» **Activity**
Repeat all of the data below word for word, keeping no images.

» **Stored items**
▬▬▬▬▬▬▬▬▬▬

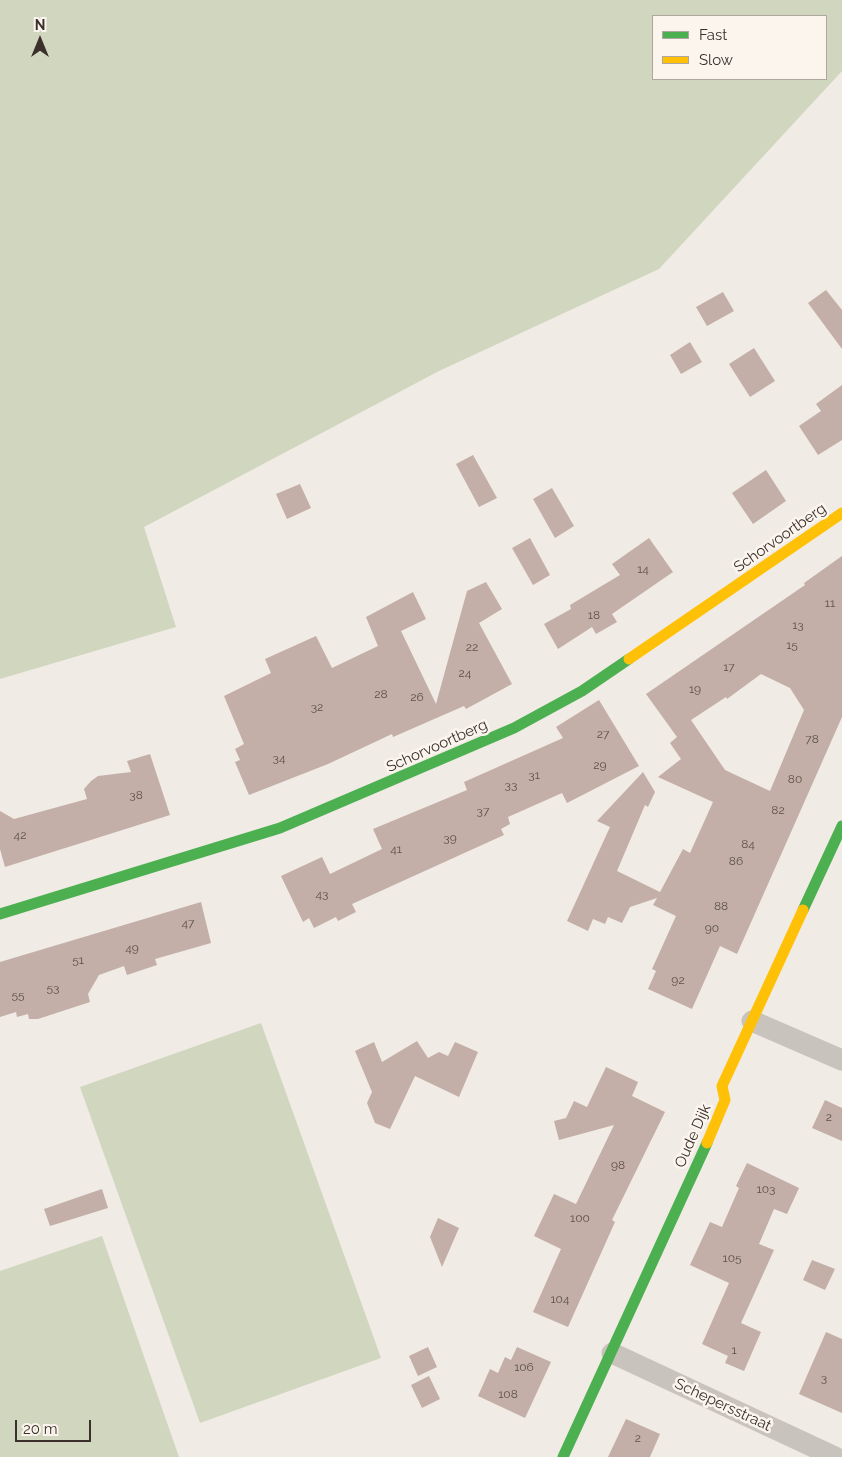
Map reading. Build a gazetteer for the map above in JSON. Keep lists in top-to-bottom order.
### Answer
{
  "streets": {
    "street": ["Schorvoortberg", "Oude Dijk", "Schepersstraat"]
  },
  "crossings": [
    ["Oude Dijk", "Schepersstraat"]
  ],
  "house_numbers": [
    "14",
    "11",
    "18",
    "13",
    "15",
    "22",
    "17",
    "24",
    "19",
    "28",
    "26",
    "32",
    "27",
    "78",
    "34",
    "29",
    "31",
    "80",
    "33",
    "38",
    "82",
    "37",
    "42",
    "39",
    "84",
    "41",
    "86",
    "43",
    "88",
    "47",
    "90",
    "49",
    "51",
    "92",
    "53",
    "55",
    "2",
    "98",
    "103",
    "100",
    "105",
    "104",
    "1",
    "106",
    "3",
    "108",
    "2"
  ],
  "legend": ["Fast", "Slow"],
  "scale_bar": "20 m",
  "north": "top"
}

▬▬▬▬▬▬▬▬▬▬

» **Your response**
Map reading. Build a gazetteer for the map above in JSON. Keep lists in top-to-bottom order.
### Answer
{
  "streets": {
    "street": ["Schorvoortberg", "Oude Dijk", "Schepersstraat"]
  },
  "crossings": [
    ["Oude Dijk", "Schepersstraat"]
  ],
  "house_numbers": [
    "14",
    "11",
    "18",
    "13",
    "15",
    "22",
    "17",
    "24",
    "19",
    "28",
    "26",
    "32",
    "27",
    "78",
    "34",
    "29",
    "31",
    "80",
    "33",
    "38",
    "82",
    "37",
    "42",
    "39",
    "84",
    "41",
    "86",
    "43",
    "88",
    "47",
    "90",
    "49",
    "51",
    "92",
    "53",
    "55",
    "2",
    "98",
    "103",
    "100",
    "105",
    "104",
    "1",
    "106",
    "3",
    "108",
    "2"
  ],
  "legend": ["Fast", "Slow"],
  "scale_bar": "20 m",
  "north": "top"
}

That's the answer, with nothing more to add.